Adamson checked the road in both directions, then pulled the Renault out of the wide lay-by and turned south, back towards Ax-les-Thermes. About three hundred yards short of the Hostellerie de
la Poste, he indicated and pulled the car in to the side of the road.

‘Wait,’ Adamson ordered, checking the road ahead of them, then glancing in his mirrors to see behind them. ‘All clear,’ he said. ‘Go now.’

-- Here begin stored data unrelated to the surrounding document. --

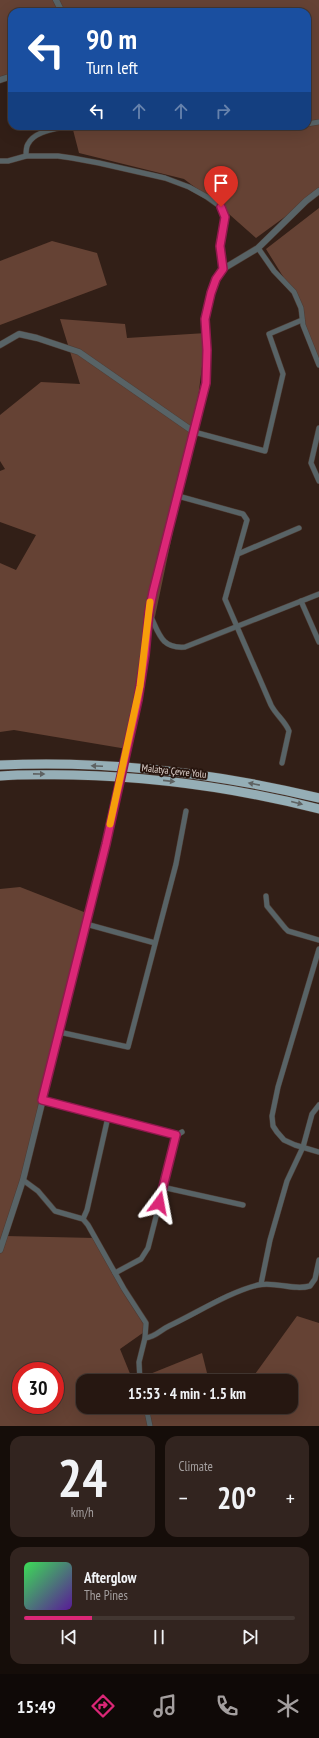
<!DOCTYPE html>
<meta charset="utf-8">
<style>
body{margin:0;font-family:"PT Sans Narrow",sans-serif;background:#32241f;color:#f1f3f6;height:100vh;display:flex;flex-direction:column;font-size:15px;white-space:nowrap}
*{box-sizing:border-box;margin:0}
p{font-size:13px;color:#a49f9f}
.icon{flex:none;width:22px;height:22px;fill:none;stroke:currentColor;stroke-width:2;stroke-linecap:round;stroke-linejoin:round}
.map{position:relative;height:1426px;overflow:hidden}
.panel{display:flex;flex-direction:column;gap:10px;padding:10px;background:#150d09;flex:1}
.panel>*{flex:none}
.hud{position:absolute;left:8px;top:8px;width:303px;height:122px;border-radius:12px;box-shadow:0 4px 16px #0002,0 0 0 1px #423631;background:#1a4fa0;color:#fff;overflow:hidden}
.speed{position:absolute;left:12px;top:1362px;display:flex;gap:8px;font-size:20px;font-weight:700;text-align:center}
.speed>*{display:grid;place-content:center;width:52px;height:52px;border-radius:50%;background:#261711;box-shadow:0 4px 16px #0002,0 0 0 1px #423631;line-height:1}
.speed .limit{border:6px solid #d22;background:#fff;color:#111}
.pin{position:absolute;display:grid;place-items:center;width:34px;height:34px;color:#fff;margin:-41px -17px;border-radius:50% 50% 50% 0;rotate:-45deg;box-shadow:0 0 4px #0007}
.pin .icon{rotate:45deg}
.me{position:absolute;width:44px;margin:-22px;rotate:13deg;stroke-linejoin:round;filter:drop-shadow(0 0 3px #0008)}
.turn{display:flex;align-items:center;gap:14px;height:84px;padding:0 12px;font-size:18px}
.turn .icon{width:52px;height:52px;stroke-width:2.5}
.turn b{display:block;font-size:28px;line-height:34px}
.lanes{display:flex;align-items:center;height:38px;padding:0 12px;background:#0003;justify-content:center;gap:20px;direction:ltr}
.lanes .off{opacity:.35}
.big{font-size:30px;font-weight:600;line-height:1.1}
.panel .widget{flex:1;display:flex;flex-direction:column;justify-content:center;gap:6px;min-width:0;padding:0 14px;border-radius:12px;background:#32241f}
.panel .dial{align-items:center;gap:0}
.dial b{font-size:52px;line-height:1}
.song{display:flex;align-items:center;gap:12px}
.cover{width:48px;height:48px;border-radius:6px;background:linear-gradient(135deg,hsl(130 70% 55%),hsl(270 70% 35%))}
.played{height:4px;border-radius:2px;background:linear-gradient(90deg,#db2777 25%,#423631 25%)}
.keys{display:flex;justify-content:space-around;direction:ltr}
.heat{display:flex;justify-content:space-between;align-items:center;font-size:22px;direction:ltr}
.panel .tiles{flex:1;display:grid;gap:10px;grid-template-columns:1fr 1fr}
.widget:last-child{grid-column:span 2}
.trip{position:absolute;left:76px;top:1374px;width:222px;height:40px;border-radius:12px;background:#261711;box-shadow:0 4px 16px #0002,0 0 0 1px #423631;font-weight:600;line-height:40px;text-align:center}
.menu{display:flex;height:64px;justify-content:space-around;align-items:center;background:#0f0907;color:#a49f9f}
.menu .icon{width:28px;height:28px}
.menu .on{color:#db2777}
.menu b{font-size:18px;color:#f1f3f6}
.map>svg:first-child{display:block}
.green{fill:#654234;fill-rule:evenodd}
.lines{fill:none;stroke-linecap:round;stroke-linejoin:round}
.minor-casing{stroke:#4e3c34;stroke-width:6}
.tertiary-casing{stroke:#4e3c34;stroke-width:7}
.trunk-casing{stroke:#4e3c34;stroke-width:10}
.minor{stroke:#586366;stroke-width:5}
.tertiary{stroke:#586366;stroke-width:6}
.trunk{stroke:#95aeb6;stroke-width:9}
.tertiary-bridge-casing{stroke:#4e3c34;stroke-width:7;stroke-linecap:butt}
.tertiary-bridge{stroke:#586366;stroke-width:6}
.oneway{fill:#5e6262}
.route-casing{stroke:#8e194d;stroke-width:10}
.route{stroke:#db2777;stroke-width:7}
.slow{stroke:#f59e0b;stroke-width:7}
.labels{text-anchor:middle;dominant-baseline:central;stroke-width:4;stroke-linejoin:round;paint-order:stroke}
.street-label{font-size:10px;fill:#e0d3ce;stroke:#27150e}
</style>
<div class="map">
<svg width="319" height="1426" viewBox="0 0 319 1426">
<rect width="100%" height="100%" fill="#321f17"/>
<!-- green -->
<g class="green">
<polygon points="0,0 319,0 319,192 256,238 221,207 184,179 79,153 72,126 307,126 307,12 12,12 12,77 0,81"/>
<polygon points="319,208 319,364 297,299 266,249"/>
<polygon points="52,241 97,253 107,285 0,325 0,261"/>
<polygon points="60,319 125,324 127,338 206,333 194,432 127,749 14,730 0,732 0,563 16,570 36,535 0,522 0,471 5,469 0,461 0,415 41,382 80,384"/>
<polygon points="20,887 89,914 16,1204 0,1248 0,889"/>
<path d="M5,1236L95,1238L147,1330L120,1349L133,1381H83V1407H291V1381H250L297,1316L319,1323V1426H0V1250ZM21,1371H55V1405H21Z"/>
<polygon points="202,1353 209,1381 140,1381 140,1378"/>
</g>
<g class="lines">
<!-- minor casing -->
<g class="minor-casing">
<g id="minor">
<polyline points="307,124 319,122"/>
<path d="M26,156C26,152 26,147 28,144C34,131 56,129 68,126"/>
<polyline points="0,161 8,161 26,156 58,156 72,158 99,163 165,178 189,187 207,197 221,207 225,217 220,245 223,269"/>
<polyline points="258,248 274,271 294,292 301,308 303,325 319,365"/>
<polyline points="319,428 311,463 319,481"/>
<polyline points="194,432 265,451 283,374 269,334 302,320"/>
<path d="M178,496L243,514L247,520L225,599L271,705C276,715 285,721 289,731L282,763"/>
<polyline points="238,554 299,528"/>
<polyline points="301,601 319,642"/>
<path d="M149,613C159,632 160,649 185,647L319,594"/>
<polyline points="266,896 267,906 285,928 288,931 319,940"/>
<polyline points="86,924 155,943"/>
<polyline points="319,949 278,1087 272,1116 273,1126 277,1132 284,1140 295,1145 319,1152"/>
<polyline points="59,1032 128,1047 176,864 186,811"/>
<polyline points="42,1100 108,1117 87,1210 83,1219"/>
<polyline points="108,1117 177,1135 148,1248 141,1259 115,1273"/>
<polyline points="177,1135 182,1132"/>
<polyline points="23,1180 38,1191 55,1211 83,1219 88,1225 124,1289 146,1323 145,1338 139,1362 140,1381"/>
<polyline points="162,1187 243,1205"/>
<polyline points="261,1284 270,1240 287,1181 303,1147 312,1114 319,1105"/>
<path d="M145,1338C156,1337 160,1330 169,1326C197,1313 229,1292 258,1285C276,1281 293,1291 310,1286L315,1279L319,1260"/>
<polyline points="146,1407 150,1426"/>
</g>
</g>
<!-- tertiary casing -->
<g class="tertiary-casing">
<g id="tertiary">
<polyline points="56,0 62,12"/>
<polyline points="0,80 12,76"/>
<polyline points="0,345 19,334 37,338 79,352 194,432"/>
<polyline points="127,749 142,673 149,612 153,592 206,383 207,350 205,319 216,279 223,269 258,248 306,201 319,191"/>
<polyline points="0,1250 23,1180 106,844 116,796"/>
</g>
</g>
<!-- trunk casing -->
<g class="trunk-casing">
<g id="trunk">
<path d="M0,765C107,760 215,773 319,798"/>
<path d="M0,776C24,774 48,775 73,775C158,777 237,788 319,809"/>
</g>
</g>
<!-- minor -->
<use href="#minor" class="minor"/>
<!-- tertiary -->
<use href="#tertiary" class="tertiary"/>
<!-- trunk -->
<use href="#trunk" class="trunk"/>
<!-- tertiary-bridge casing -->
<g class="tertiary-bridge-casing">
<polyline id="tertiary-bridge" points="116,796 127,749"/>
</g>
<!-- tertiary-bridge -->
<use href="#tertiary-bridge" class="tertiary-bridge"/>
</g>
<!-- one-way arrows -->
<defs><path id="oneway-solid" d="M-6-.8H1V-3.2L6.5 0L1 3.2V.8H-6Z"/></defs>
<g class="oneway">
<use href="#oneway-solid" transform="translate(97 766) rotate(-178)"/>
<use href="#oneway-solid" transform="translate(39 774) rotate(1)"/>
<use href="#oneway-solid" transform="translate(169 781) rotate(6)"/>
<use href="#oneway-solid" transform="translate(254 784) rotate(-169)"/>
<use href="#oneway-solid" transform="translate(297 803) rotate(14)"/>
</g>
<g class="lines">
<!-- route casing -->
<g class="route-casing">
<polyline id="route" points="159,1203 176,1135 42,1100 106,844 138,700 145,655 149,612 153,592 206,383 207,350 205,319 211,293 216,279 223,269 220,246 225,217 221,207"/>
</g>
<!-- route -->
<use href="#route" class="route"/>
<!-- slow -->
<polyline class="slow" points="110,824 140,686 150,602"/>
</g>
<g class="labels">
<!-- street labels -->
<g class="street-label">
<text transform="translate(174 771) rotate(6)">Malatya Çevre Yolu</text>
</g>
</g>
</svg>
<div class="speed"><div class="limit">30</div></div>
<div class="pin" style="left:221px;top:207px;background:#d93025"><svg class="icon" aria-label="arrive" viewBox="0 0 24 24"><path d="M6 21V4h12l-3 4 3 4H6"/></svg></div>
<svg class="me" style="left:159px;top:1203px" viewBox="-20 -20 40 40"><path d="M0-17L14 15 0 8-14 15z" fill="#db2777" stroke="#fff" stroke-width="4"/></svg>
<div class="trip">15:53 · 4 min · 1.5 km</div>
<div class="hud">
<div class="turn"><svg class="icon" aria-label="left" viewBox="0 0 24 24"><path d="M17 20v-9H6M10 6l-5 5 5 5"/></svg><div><b>90 m</b>Turn left</div></div>
<div class="lanes"><svg class="icon" aria-label="left" viewBox="0 0 24 24"><path d="M17 20v-9H6M10 6l-5 5 5 5"/></svg><svg class="icon off" aria-label="ahead" viewBox="0 0 24 24"><path d="M12 20V5M6 11l6-6 6 6"/></svg><svg class="icon off" aria-label="ahead" viewBox="0 0 24 24"><path d="M12 20V5M6 11l6-6 6 6"/></svg><svg class="icon off" aria-label="right" viewBox="0 0 24 24"><path d="M7 20v-9h11M14 6l5 5-5 5"/></svg></div>
</div>
</div>
<section class="panel">
<div class="tiles">
<div class="widget dial"><b>24</b><p>km/h</p></div>
<div class="widget"><p>Climate</p>
<div class="heat"><a>−</a><b class="big">20°</b><a>+</a></div>
</div>
<div class="widget">
<div class="song"><i class="cover"></i><div><b>Afterglow</b><p>The Pines</p></div></div>
<div class="played"></div>
<div class="keys"><svg class="icon" aria-label="previous" viewBox="0 0 24 24"><path d="M18 5L8 12l10 7zM5 5v14"/></svg><svg class="icon" aria-label="pause" viewBox="0 0 24 24"><path d="M8 5v14M16 5v14"/></svg><svg class="icon" aria-label="next" viewBox="0 0 24 24"><path d="M6 5l10 7-10 7zM19 5v14"/></svg></div>
</div>
</div>
</section>
<nav class="menu">
<b>15:49</b>
<svg class="icon on" aria-label="directions" viewBox="0 0 24 24"><path d="M12 3l9 9-9 9-9-9zM9 14v-3h6M13 9l2 2-2 2"/></svg>
<svg class="icon" aria-label="music" viewBox="0 0 24 24"><path d="M9 18V5l10-2v13"/><circle cx="6" cy="18" r="3"/><circle cx="16" cy="16" r="3"/></svg>
<svg class="icon" aria-label="phone" viewBox="0 0 24 24"><path d="M5 4h4l2 5-3 2q2 4 5 5l2-3 5 2v4C11 20 4 13 5 4z"/></svg>
<svg class="icon" aria-label="climate" viewBox="0 0 24 24"><path d="M12 3v18M4 7l16 10M4 17L20 7"/></svg>
</nav>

Dekker slid out of the passenger door, opened the rear door to grab the briefcase, looked both ways and then crossed the road swiftly, to disappear through a scrubby hedge and into the field
beyond.

Adamson checked that Dekker was well out of sight before driving back onto the road. He indicated when he reached a lay-by about seventy yards from the hotel, and pulled the car off the road
again. He lowered the windows, took out his mobile phone and placed it on the dashboard, then picked up a cardboard folder from the back seat and opened it. Inside were printed pages covered in pie
charts and diagrams, together with several sheets of text, all of it in French. It was exactly the kind of stuff a commercial traveller would be expected to carry and, as Adamson spread it out on
the seat beside him, he hoped this would provide him with a plausible reason for sitting there in the car by the roadside for an hour or so, with a mobile phone constantly pressed against his
ear.

The moment he was through the hedge, and out of sight of the road, Dekker crouched low and hurried away up the gentle slope leading towards a small copse of trees some fifty
yards ahead of him. He was shielded from the road behind by the hedge bordering that section of the N20, and from the hotel by another, rather lower, hedge that extended across the southern edge of
the field.

Reaching the trees, he straightened up and eased his way into their sun-dappled gloom. He had already selected this as being the best – and realistically the only – spot from which
he could watch the rear of the hotel from cover. Dekker chose a position on the perimeter of the copse which offered a clear downhill view of the target, and crouched down beside a large shrub with
fleshy green leaves. He clicked open the briefcase, studied the component parts of the sniper rifle lying in their custom-shaped recesses and then, with the ease that only comes with long practice,
began the assembly process.

The weapon was one of the variants of the standard SAS sniper rifle, the British-made Accuracy International PM – Precision Marksman – or L96A1. Designed for covert operations, the
rifle Dekker had chosen was the AWS, or Arctic Warfare Suppressed, model. The name was a hangover from the days when the manufacturer produced a modified version for the Swedish armed forces, a
move which spawned several different models generically known as the AW range. The stainless-steel barrel was fitted with an integrated suppressor which reduced the sound of a shot to about that of
a standard .22 rifle. It was a comparatively short-range weapon, because of the subsonic ammunition, effective only to about three hundred yards in contrast to other versions and calibres of the
rifle, some of which were accurate at up to a mile.